_WHAT IS NEEDED:_ Check every line of the entries below for "Harding", and copy the lines that have it.

_Saved data entries:_
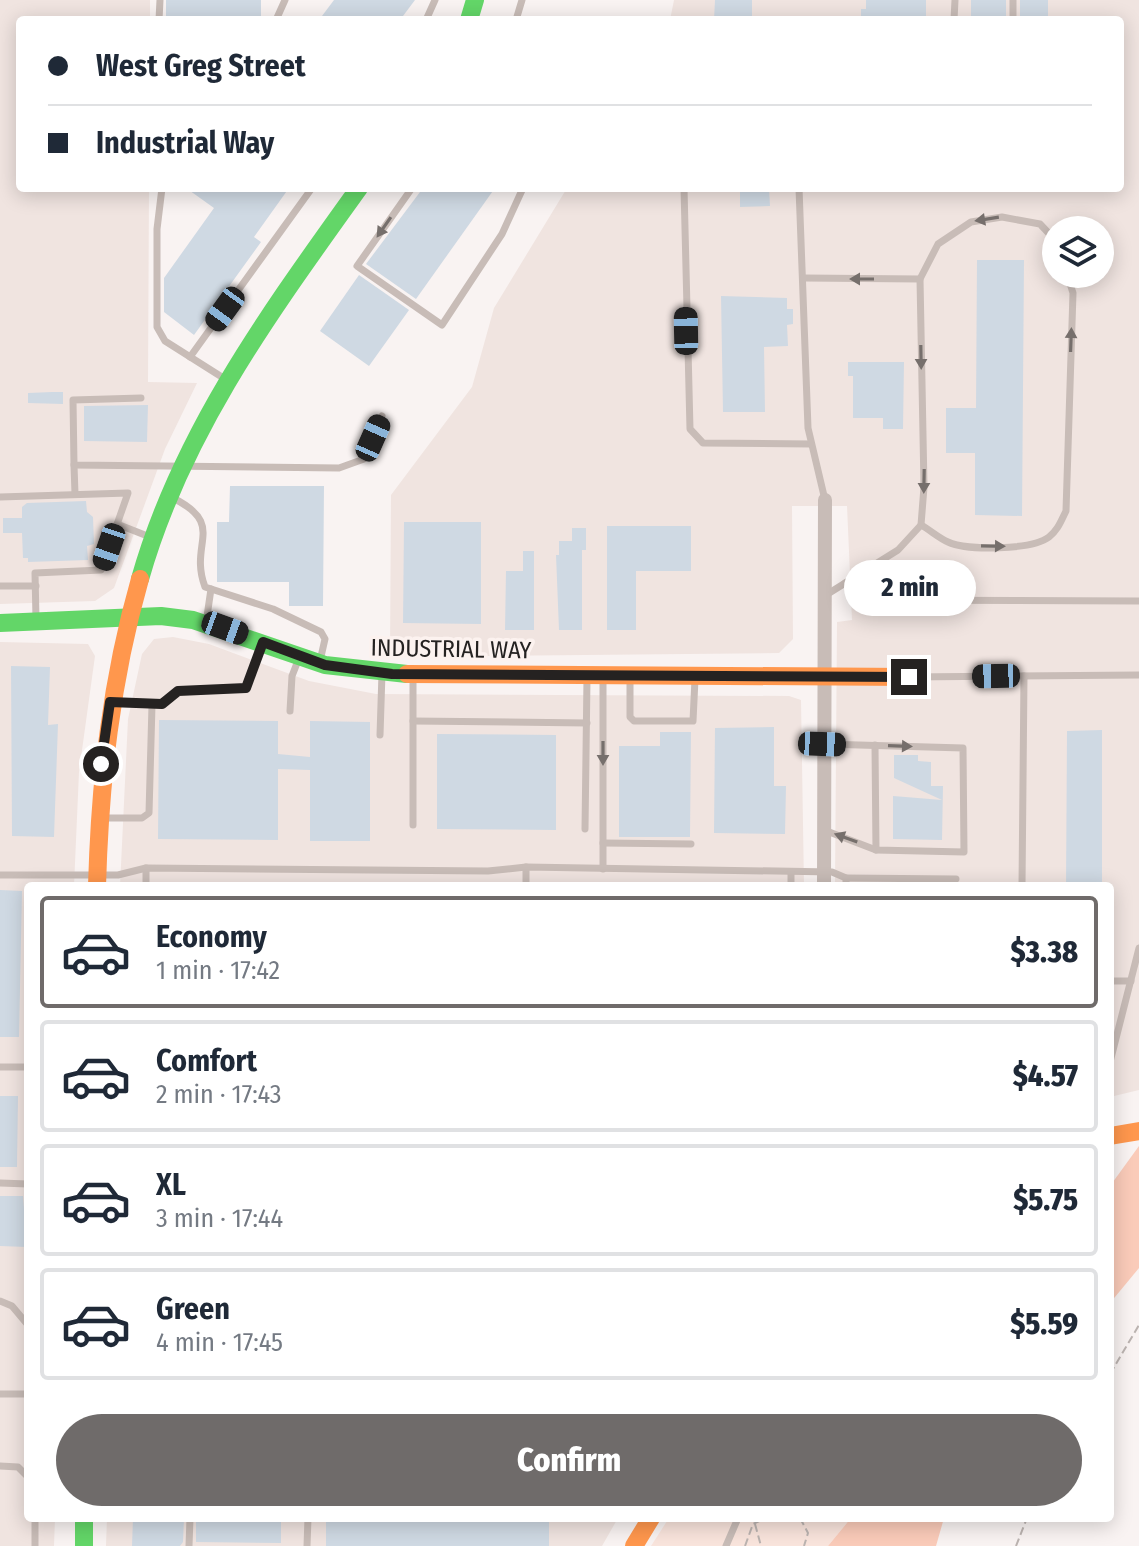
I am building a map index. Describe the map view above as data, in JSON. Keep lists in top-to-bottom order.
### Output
{
  "streets": {
    "street": ["INDUSTRIAL WAY"]
  },
  "page": {
    "banner": ["West Greg Street", "Industrial Way"],
    "bubble": "2 min",
    "list": [
      {
        "name": "Economy",
        "note": "1 min · 17:42",
        "value": "$3.38"
      },
      {
        "name": "Comfort",
        "note": "2 min · 17:43",
        "value": "$4.57"
      },
      {
        "name": "XL",
        "note": "3 min · 17:44",
        "value": "$5.75"
      },
      {
        "name": "Green",
        "note": "4 min · 17:45",
        "value": "$5.59"
      }
    ],
    "buttons": "Confirm"
  }
}
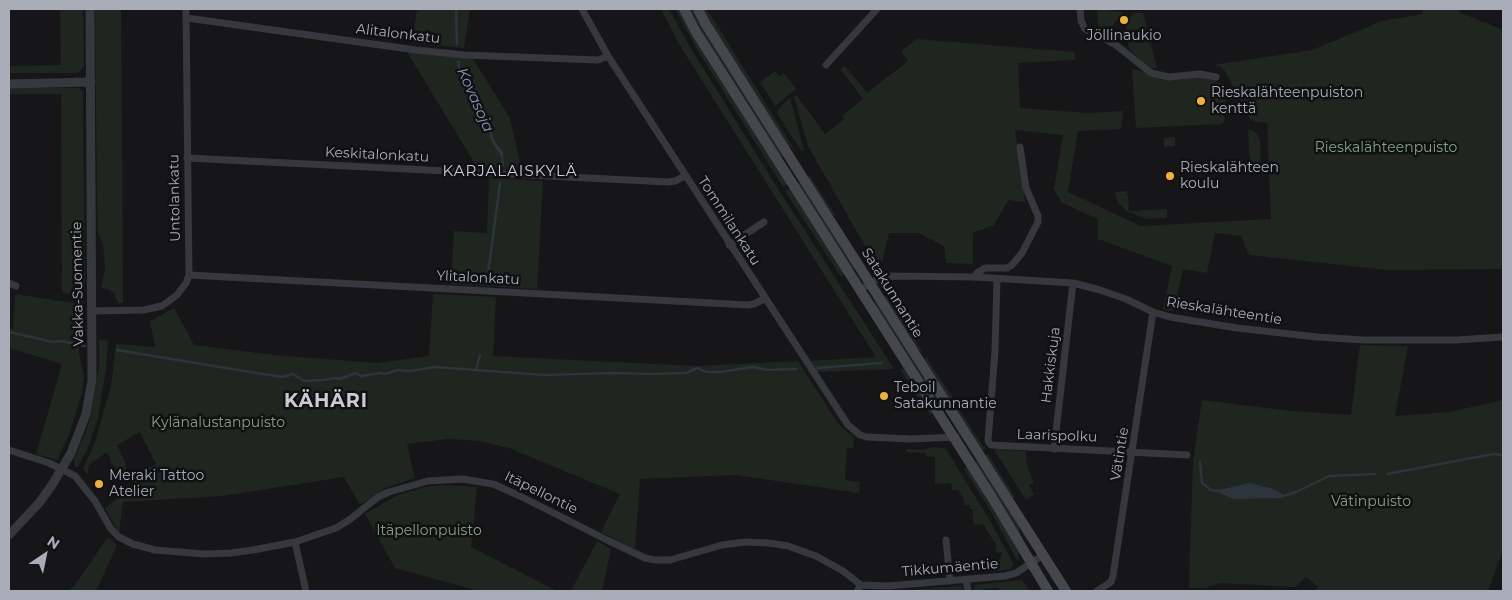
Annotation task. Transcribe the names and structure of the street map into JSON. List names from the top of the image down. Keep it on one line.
{"streets":{"main road":["Satakunnantie"],"street":["Alitalonkatu","Keskitalonkatu","Untolankatu","Tommilankatu","Ylitalonkatu","Vakka-Suomentie","Rieskalähteentie","Hakkiskuja","Laarispolku","Vätintie","Itäpellontie","Tikkumäentie"]},"crossings":[["Alitalonkatu","Untolankatu"],["Alitalonkatu","Tommilankatu"],["Keskitalonkatu","Untolankatu"],["Keskitalonkatu","Tommilankatu"],["Untolankatu","Ylitalonkatu"],["Tommilankatu","Ylitalonkatu"],["Tommilankatu","Satakunnantie"],["Vakka-Suomentie","Itäpellontie"],["Satakunnantie","Rieskalähteentie"],["Satakunnantie","Tikkumäentie"],["Rieskalähteentie","Hakkiskuja"],["Rieskalähteentie","Laarispolku"],["Rieskalähteentie","Vätintie"],["Hakkiskuja","Laarispolku"],["Laarispolku","Vätintie"],["Itäpellontie","Tikkumäentie"]],"districts":["KARJALAISKYLÄ","KÄHÄRI"],"water":["Kovasoja"],"parks":["Rieskalähteenpuisto","Kylänalustanpuisto","Vätinpuisto","Itäpellonpuisto"],"places":["Jöllinaukio","Rieskalähteenpuiston kenttä","Rieskalähteen koulu","Teboil Satakunnantie","Meraki Tattoo Atelier"],"north":"top right"}
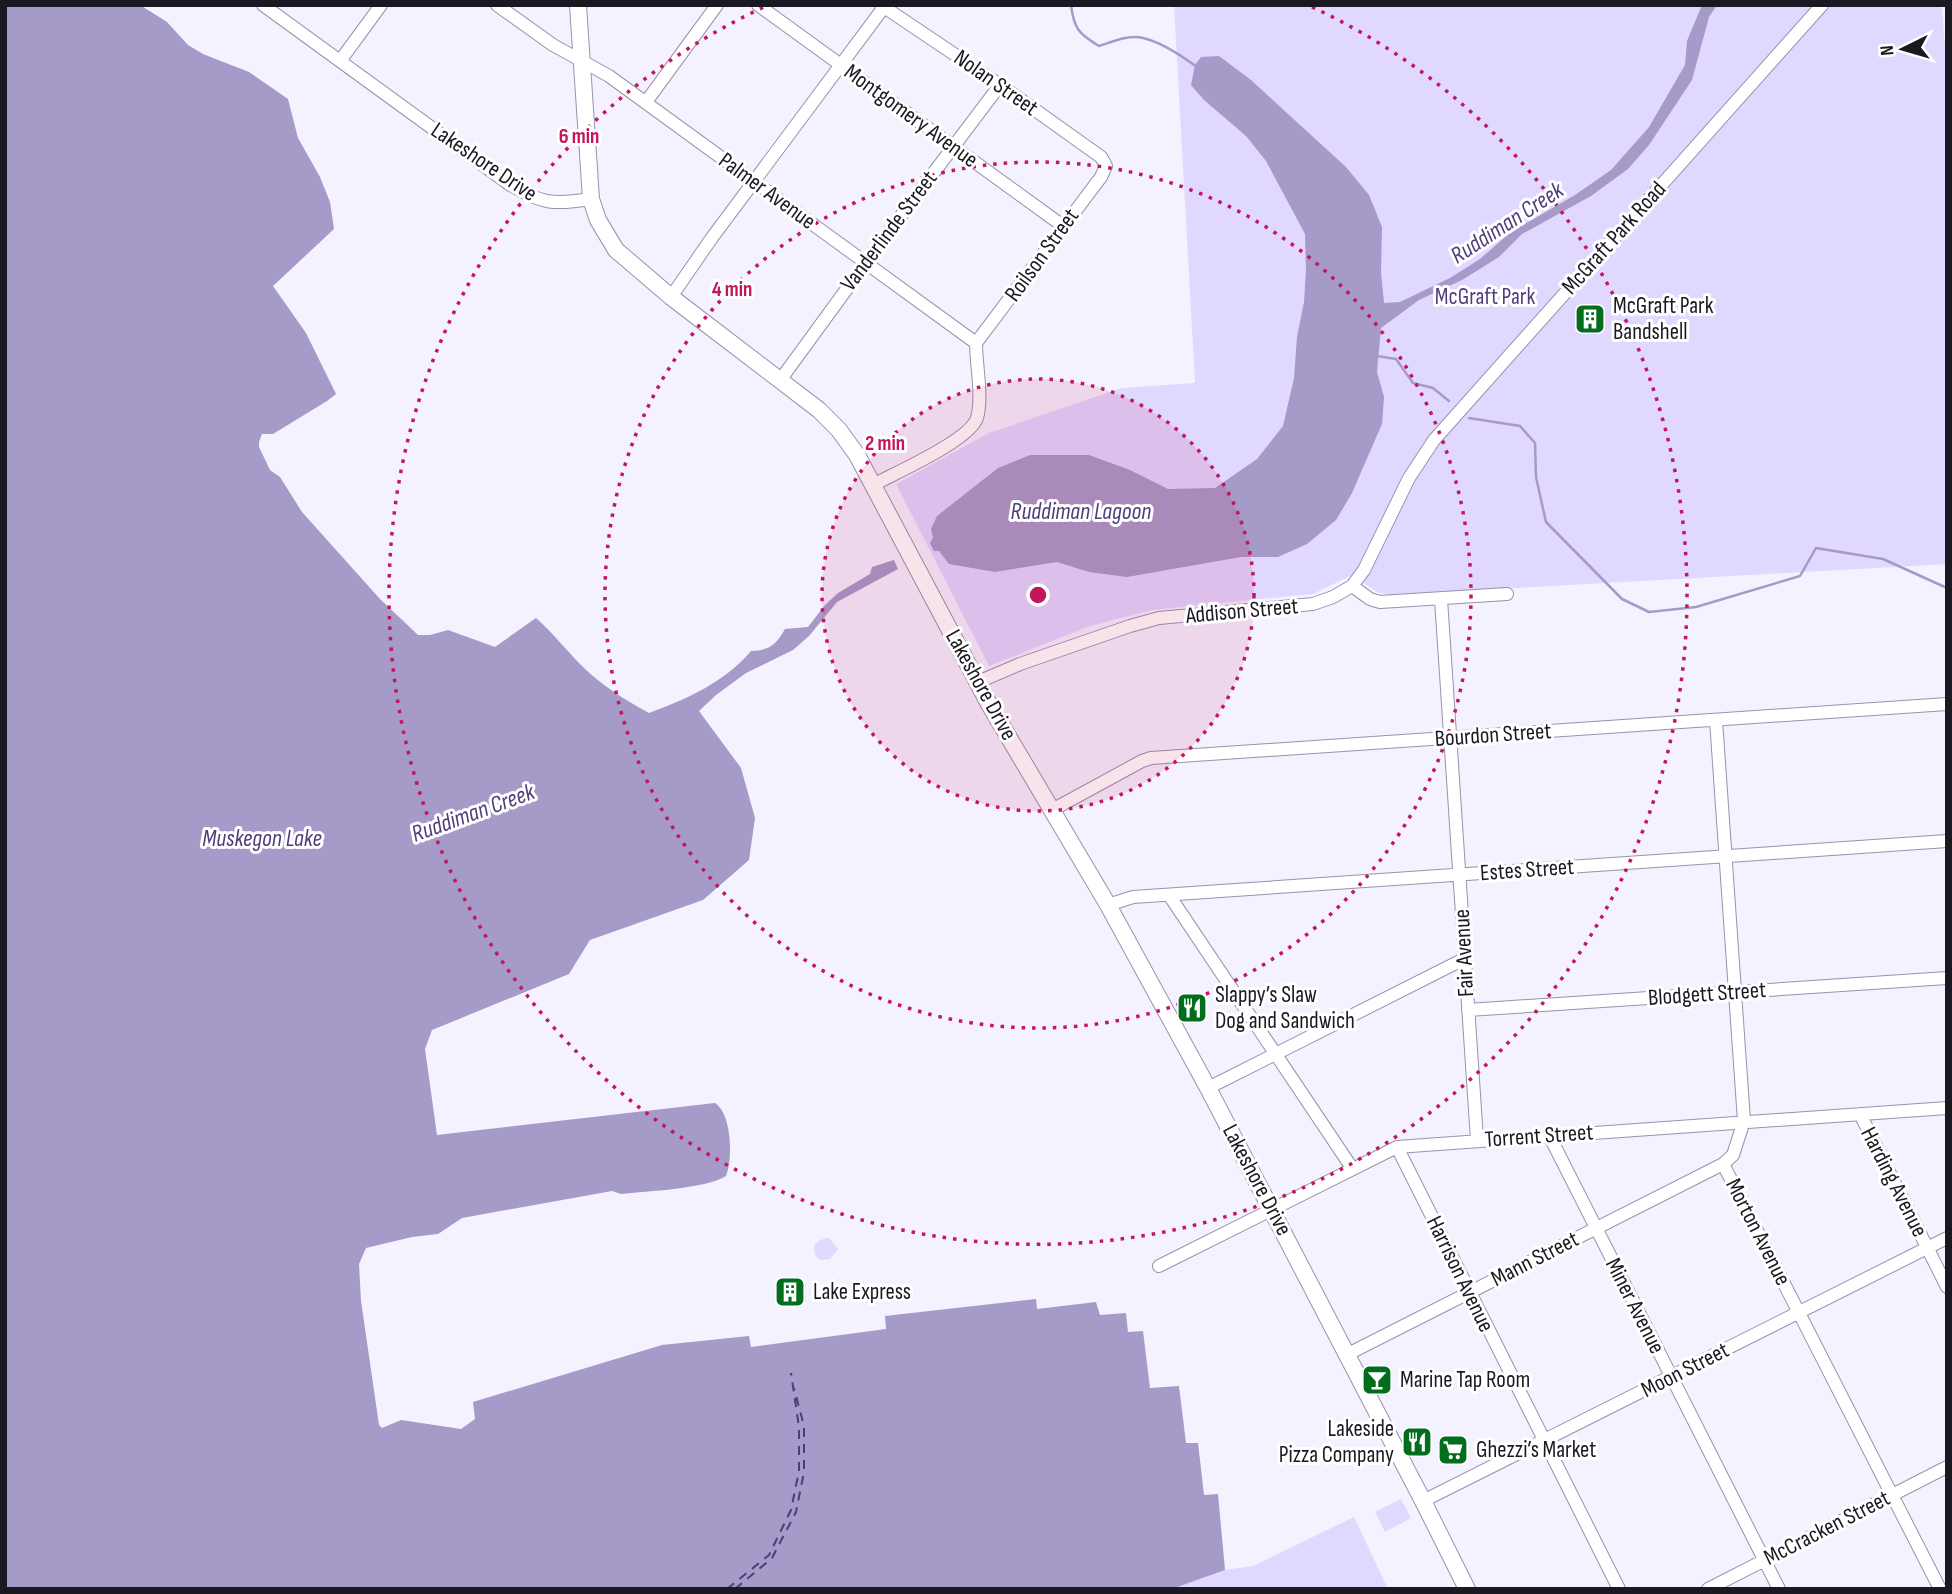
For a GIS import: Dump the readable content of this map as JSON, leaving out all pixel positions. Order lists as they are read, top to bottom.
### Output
{
  "streets": {
    "main road": ["Lakeshore Drive"],
    "street": [
      "Nolan Street",
      "Montgomery Avenue",
      "Palmer Avenue",
      "Vanderlinde Street",
      "McGraft Park Road",
      "Roilson Street",
      "Addison Street",
      "Bourdon Street",
      "Estes Street",
      "Fair Avenue",
      "Blodgett Street",
      "Torrent Street",
      "Harding Avenue",
      "Morton Avenue",
      "Mann Street",
      "Harrison Avenue",
      "Miner Avenue",
      "Moon Street",
      "McCracken Street"
    ]
  },
  "crossings": [
    ["Nolan Street", "Vanderlinde Street"],
    ["Nolan Street", "Roilson Street"],
    ["Montgomery Avenue", "Vanderlinde Street"],
    ["Montgomery Avenue", "Roilson Street"],
    ["Lakeshore Drive", "Vanderlinde Street"],
    ["Lakeshore Drive", "Addison Street"],
    ["Lakeshore Drive", "Bourdon Street"],
    ["Lakeshore Drive", "Estes Street"],
    ["Lakeshore Drive", "Torrent Street"],
    ["Lakeshore Drive", "Mann Street"],
    ["Lakeshore Drive", "Moon Street"],
    ["Palmer Avenue", "Vanderlinde Street"],
    ["Palmer Avenue", "Roilson Street"],
    ["McGraft Park Road", "Addison Street"],
    ["Bourdon Street", "Fair Avenue"],
    ["Bourdon Street", "Morton Avenue"],
    ["Estes Street", "Fair Avenue"],
    ["Estes Street", "Morton Avenue"],
    ["Fair Avenue", "Blodgett Street"],
    ["Fair Avenue", "Torrent Street"],
    ["Blodgett Street", "Morton Avenue"],
    ["Torrent Street", "Harding Avenue"],
    ["Torrent Street", "Morton Avenue"],
    ["Torrent Street", "Harrison Avenue"],
    ["Torrent Street", "Miner Avenue"],
    ["Harding Avenue", "Moon Street"],
    ["Morton Avenue", "Mann Street"],
    ["Morton Avenue", "Moon Street"],
    ["Morton Avenue", "McCracken Street"],
    ["Mann Street", "Harrison Avenue"],
    ["Mann Street", "Miner Avenue"],
    ["Harrison Avenue", "Moon Street"],
    ["Miner Avenue", "Moon Street"],
    ["Miner Avenue", "McCracken Street"]
  ],
  "water": ["Ruddiman Creek", "Ruddiman Lagoon", "Muskegon Lake"],
  "parks": ["McGraft Park"],
  "places": {
    "building": ["McGraft Park Bandshell", "Lake Express"],
    "restaurant": ["Slappy’s Slaw Dog and Sandwich", "Lakeside Pizza Company"],
    "bar": ["Marine Tap Room"],
    "supermarket": ["Ghezzi’s Market"]
  },
  "north": "left",
  "rings": ["6 min", "4 min", "2 min"]
}
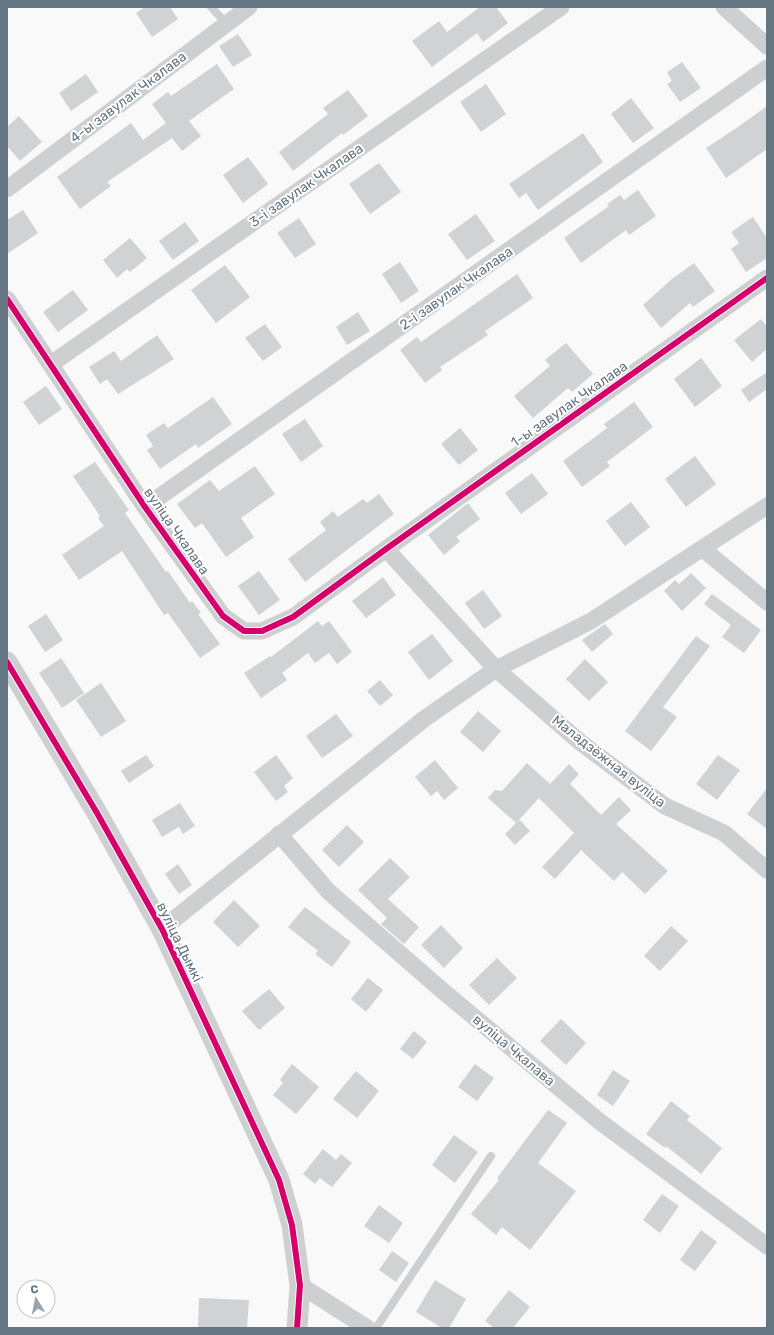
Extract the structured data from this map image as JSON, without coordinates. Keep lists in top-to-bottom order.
{
  "streets": {
    "street": [
      "4-ы завулак Чкалава",
      "3-і завулак Чкалава",
      "2-і завулак Чкалава",
      "1-ы завулак Чкалава",
      "вуліца Чкалава",
      "Маладзёжная вуліца",
      "вуліца Дымкі"
    ]
  },
  "crossings": [
    ["3-і завулак Чкалава", "вуліца Чкалава"],
    ["2-і завулак Чкалава", "вуліца Чкалава"],
    ["1-ы завулак Чкалава", "вуліца Чкалава"],
    ["1-ы завулак Чкалава", "Маладзёжная вуліца"],
    ["вуліца Чкалава", "Маладзёжная вуліца"]
  ],
  "north": "top"
}
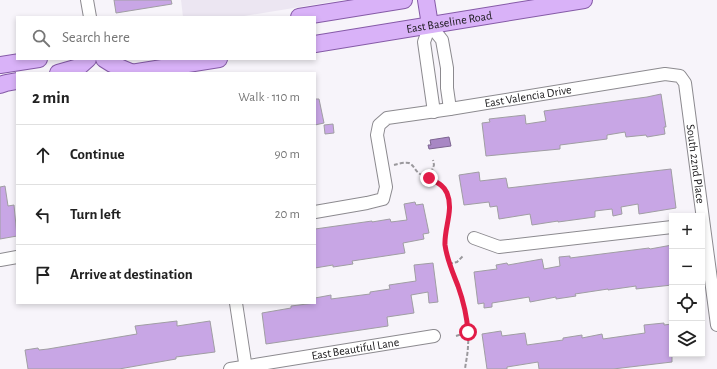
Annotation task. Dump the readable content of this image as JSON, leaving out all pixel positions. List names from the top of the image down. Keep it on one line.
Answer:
{"streets":{"main road":["East Baseline Road"],"street":["East Valencia Drive","South 22nd Place","East Beautiful Lane"]},"crossings":[["East Valencia Drive","South 22nd Place"]],"page":{"search":"Search here","heading":["2 min","Walk · 110 m"],"list":[["Continue","90 m"],["Turn left","20 m"],"Arrive at destination"],"map_buttons":["+","−"]}}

_RESULT OF THIS EXERCISE:_
      "Harding Avenue",
    ["Torrent Street", "Harding Avenue"],
    ["Harding Avenue", "Moon Street"],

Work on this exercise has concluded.